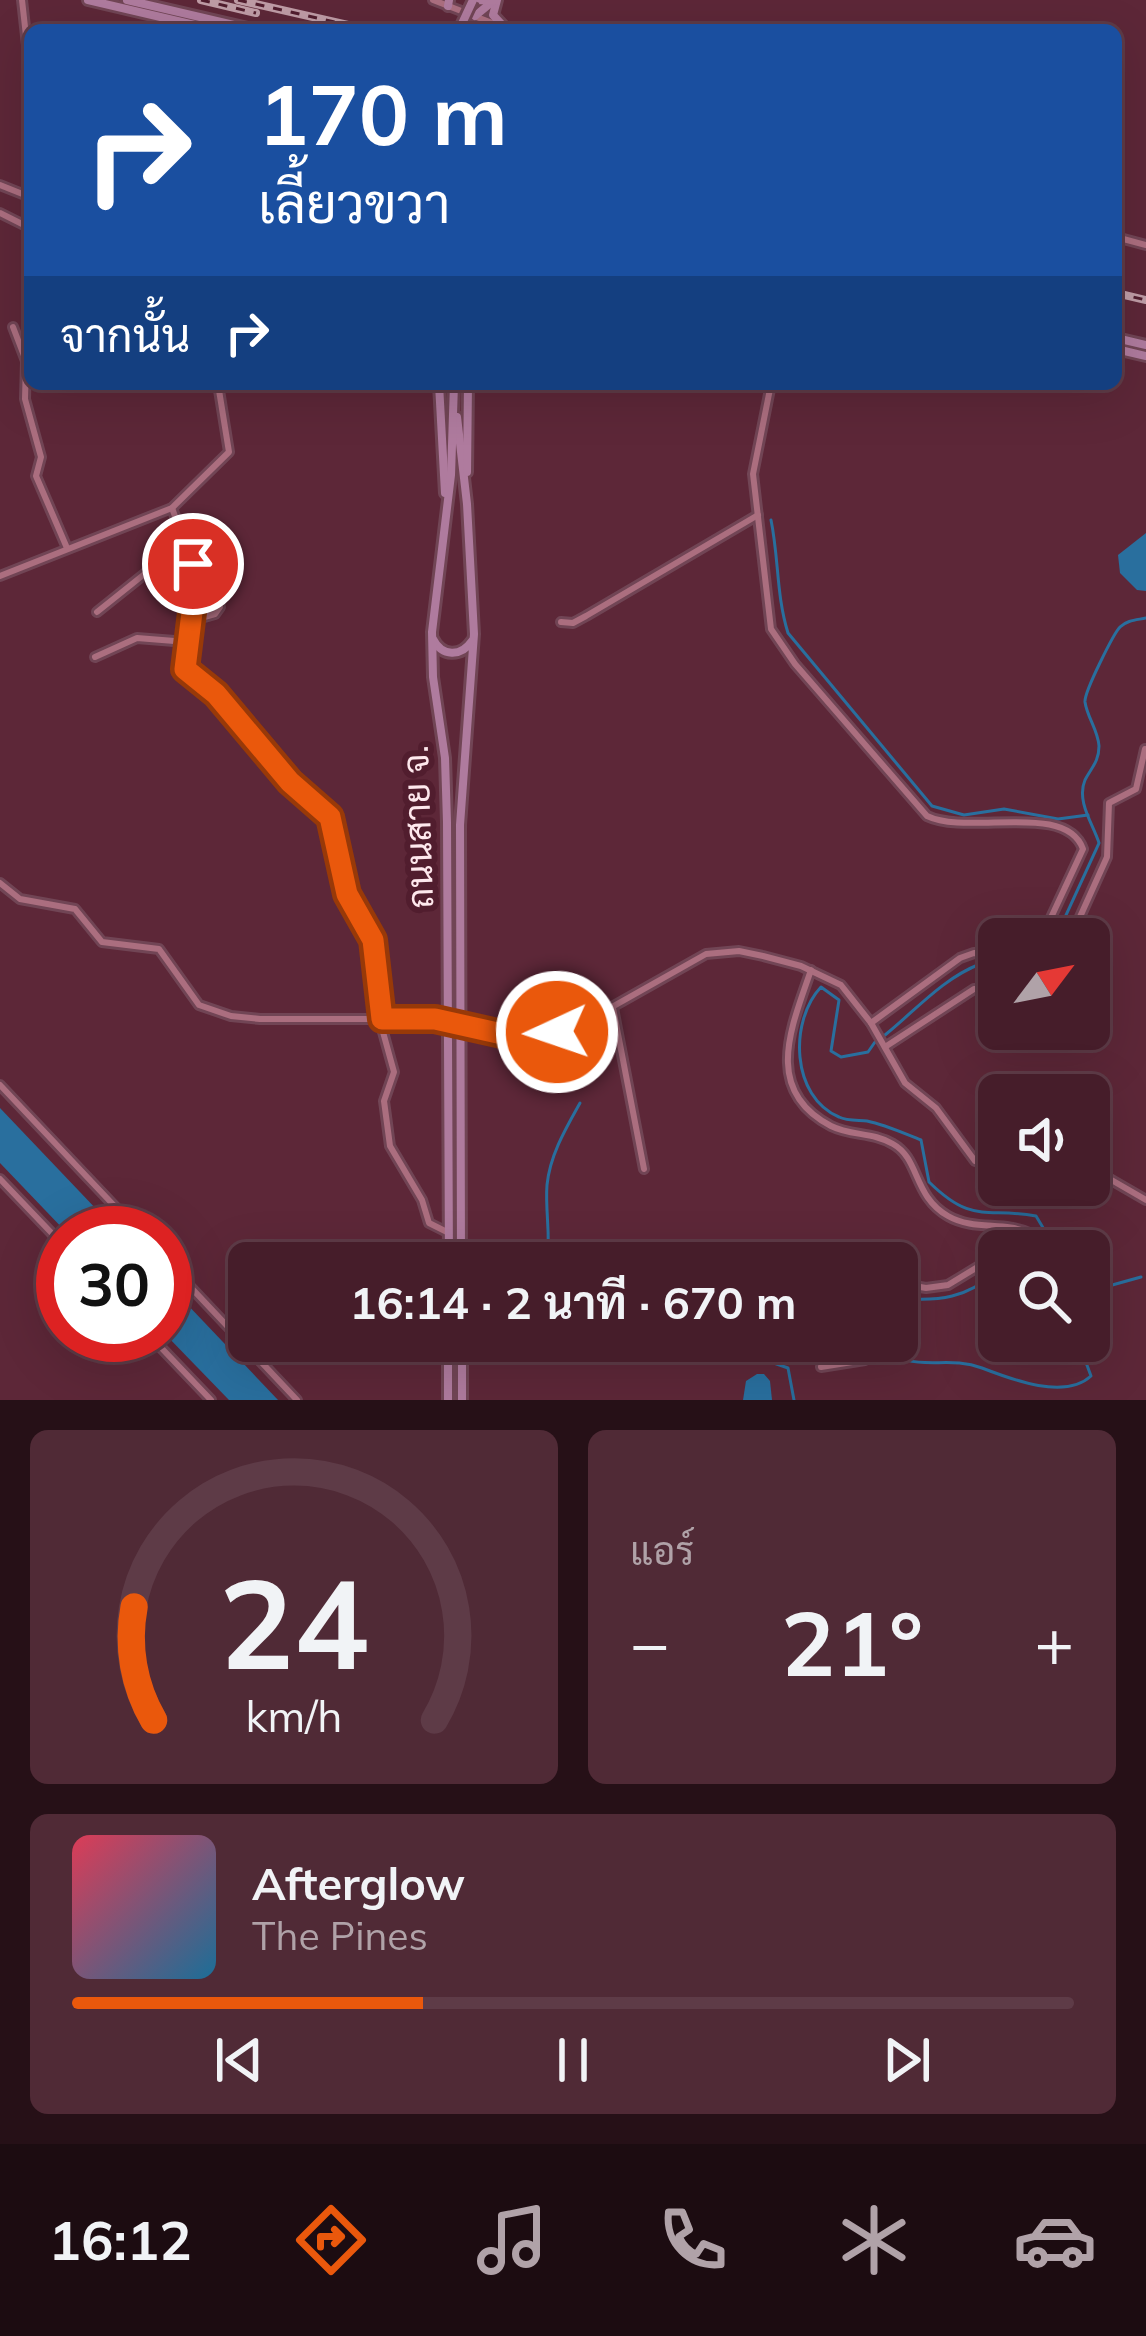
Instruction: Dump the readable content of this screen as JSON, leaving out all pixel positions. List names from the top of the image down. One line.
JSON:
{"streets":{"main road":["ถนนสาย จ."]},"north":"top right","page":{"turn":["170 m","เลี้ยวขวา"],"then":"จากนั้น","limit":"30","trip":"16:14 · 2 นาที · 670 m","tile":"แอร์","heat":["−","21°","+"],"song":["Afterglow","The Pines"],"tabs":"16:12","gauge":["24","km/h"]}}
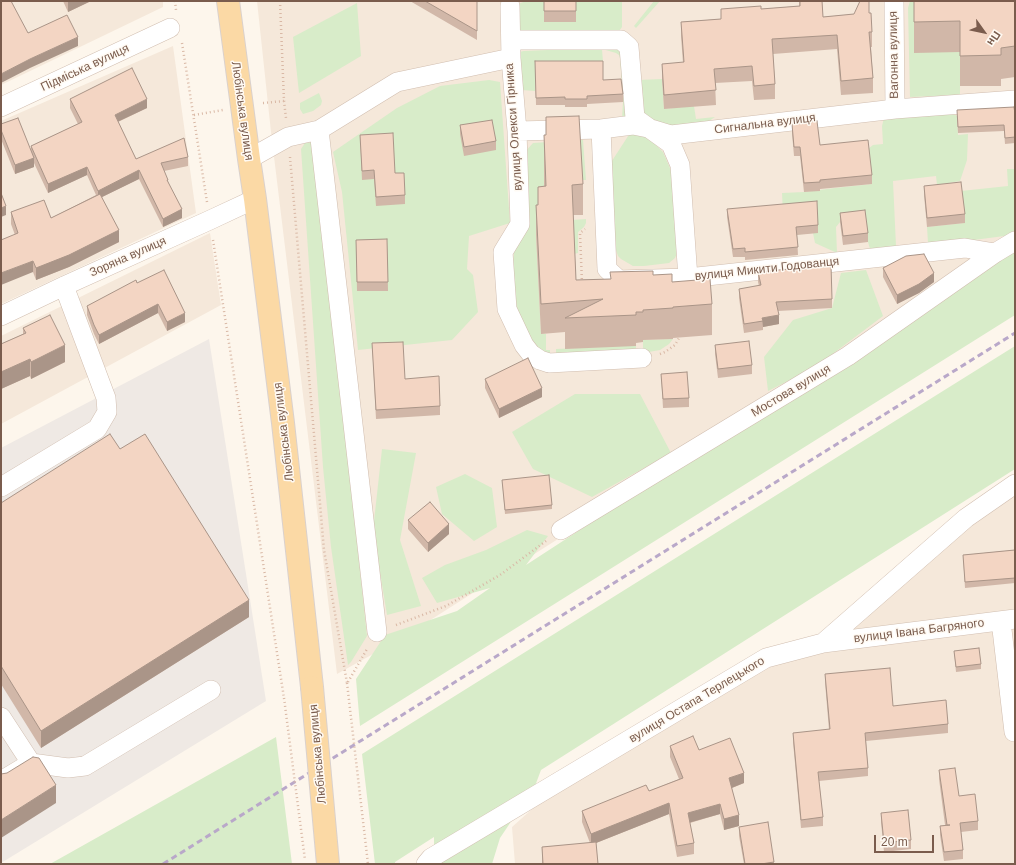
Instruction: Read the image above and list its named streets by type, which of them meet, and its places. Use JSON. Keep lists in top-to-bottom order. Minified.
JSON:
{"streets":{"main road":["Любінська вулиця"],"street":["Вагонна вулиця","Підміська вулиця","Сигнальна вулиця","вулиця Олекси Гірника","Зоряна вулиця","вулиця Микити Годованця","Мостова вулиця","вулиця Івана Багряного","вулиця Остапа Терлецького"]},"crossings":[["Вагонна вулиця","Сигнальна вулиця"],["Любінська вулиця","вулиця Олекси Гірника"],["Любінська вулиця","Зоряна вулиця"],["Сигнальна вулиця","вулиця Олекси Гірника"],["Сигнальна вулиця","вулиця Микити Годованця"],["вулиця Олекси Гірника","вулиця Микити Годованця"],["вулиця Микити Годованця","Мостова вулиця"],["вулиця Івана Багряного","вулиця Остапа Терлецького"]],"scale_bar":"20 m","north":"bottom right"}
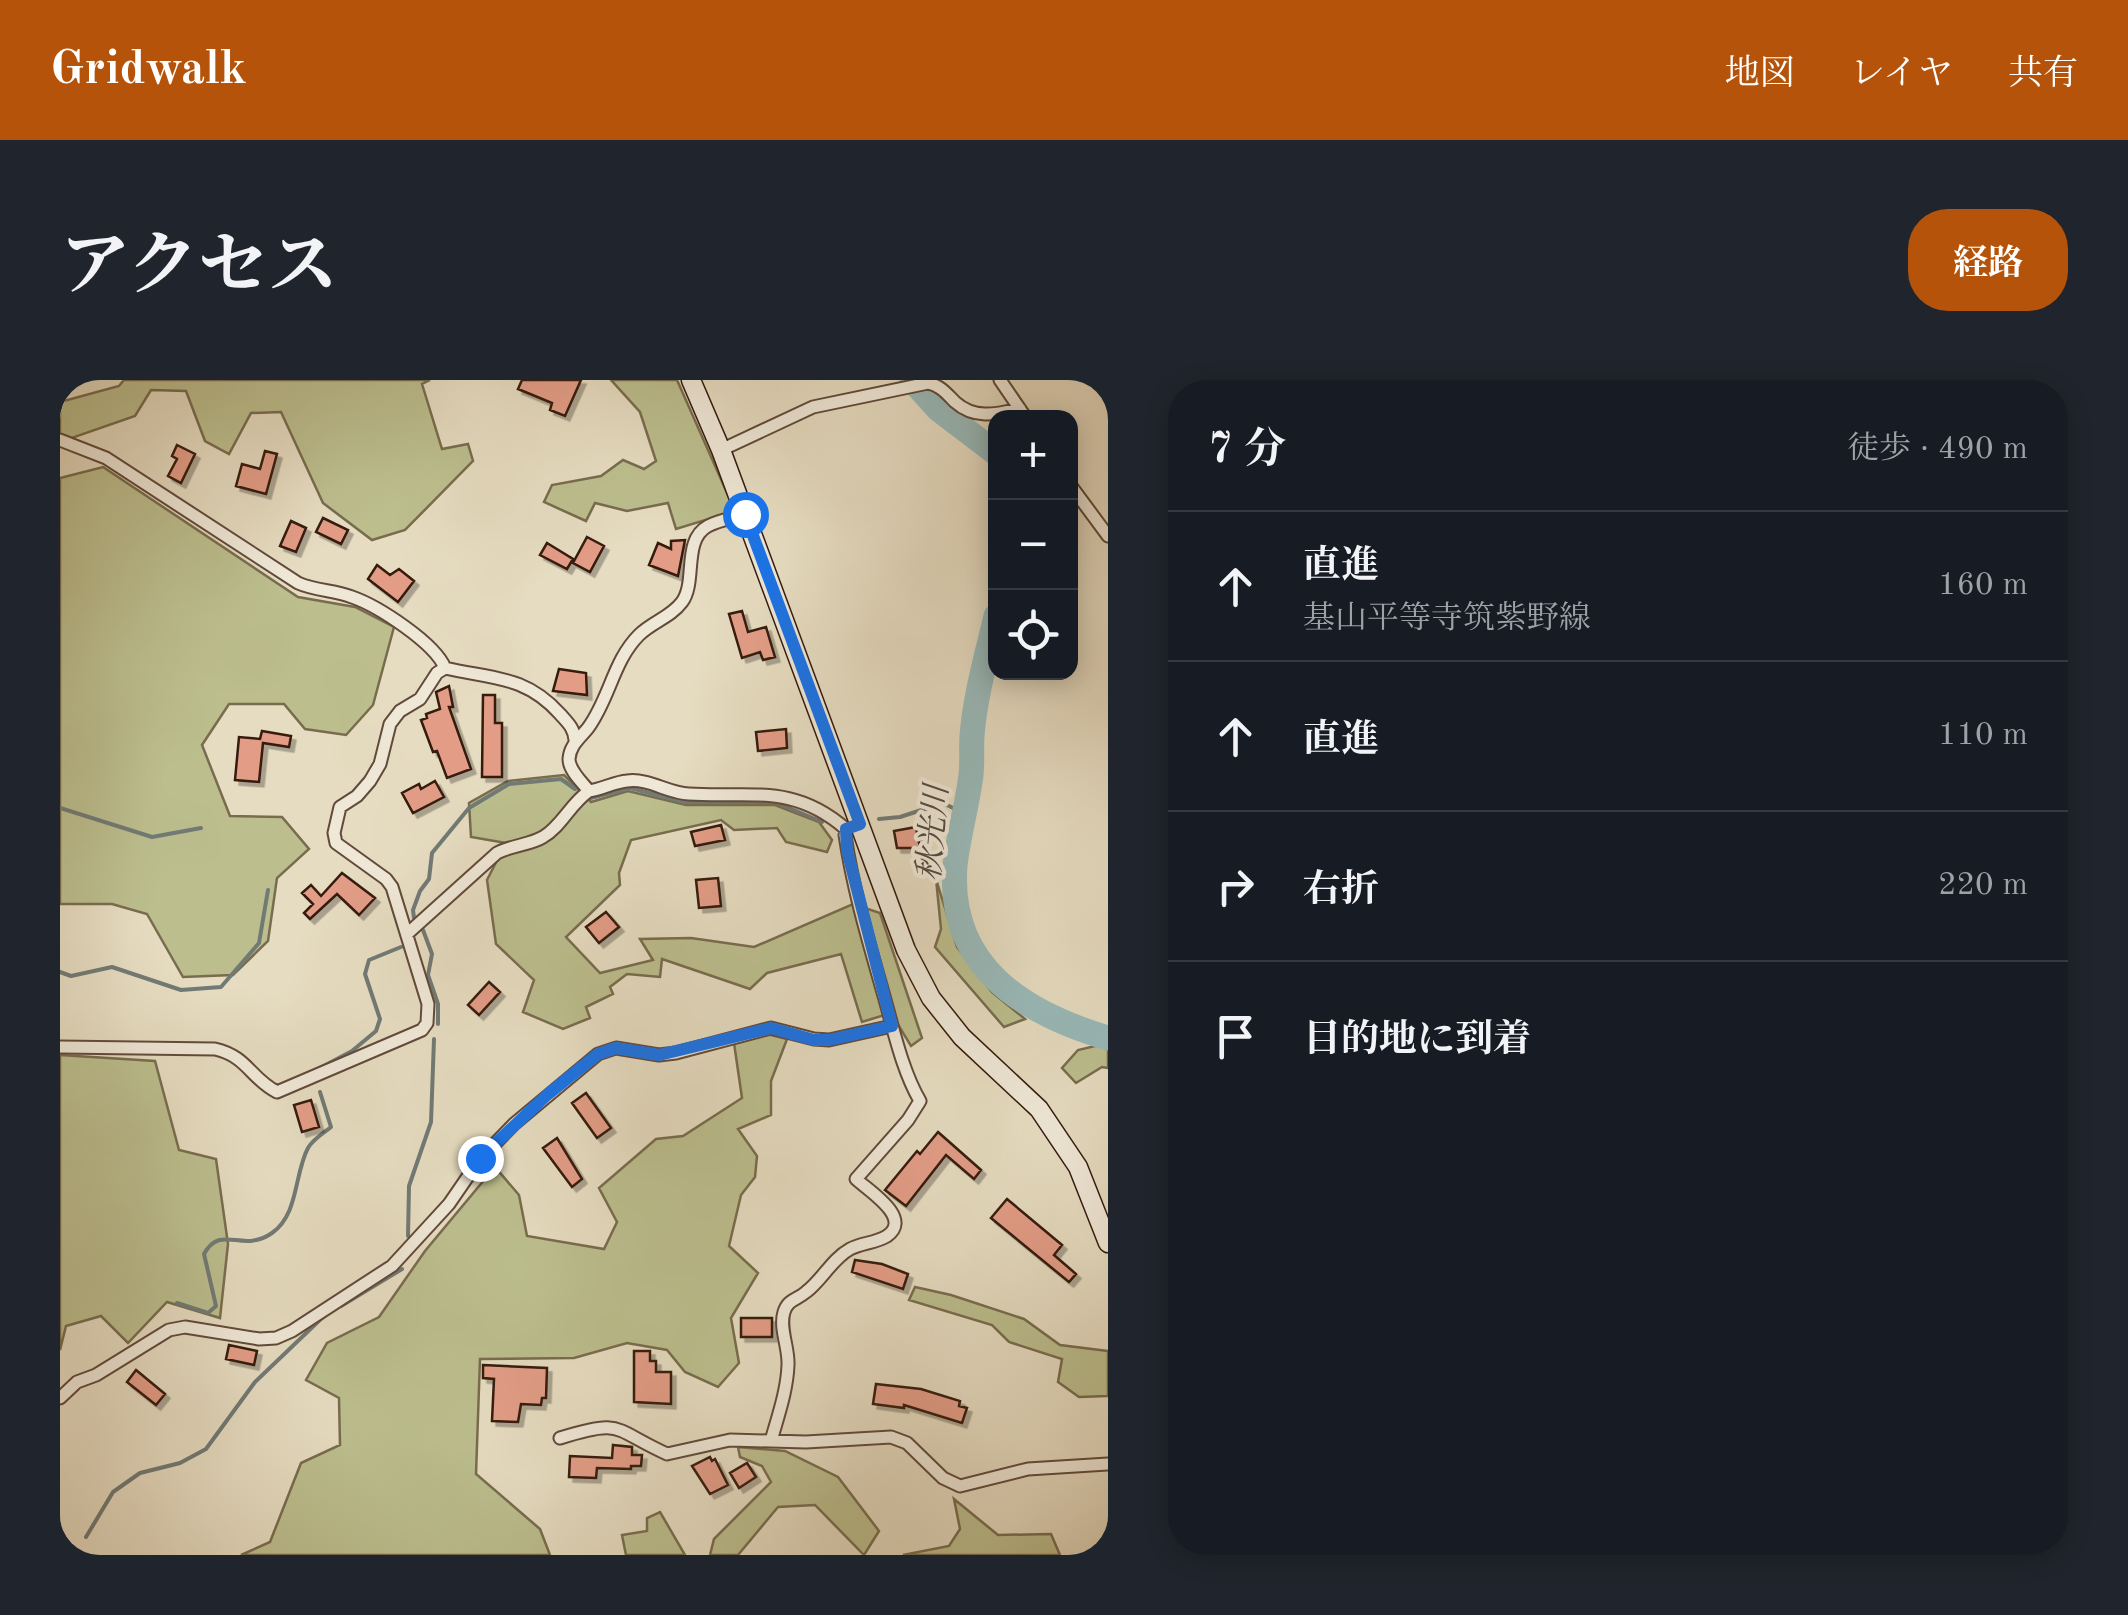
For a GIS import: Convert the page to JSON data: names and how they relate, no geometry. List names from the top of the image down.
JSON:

┄┄┄┄┄┄┄┄┄┄┄┄┄┄┄┄┄┄┄┄

● Exercise objective
Provide only the count of lines within the entries above that include the string "names".

● Solved problem
2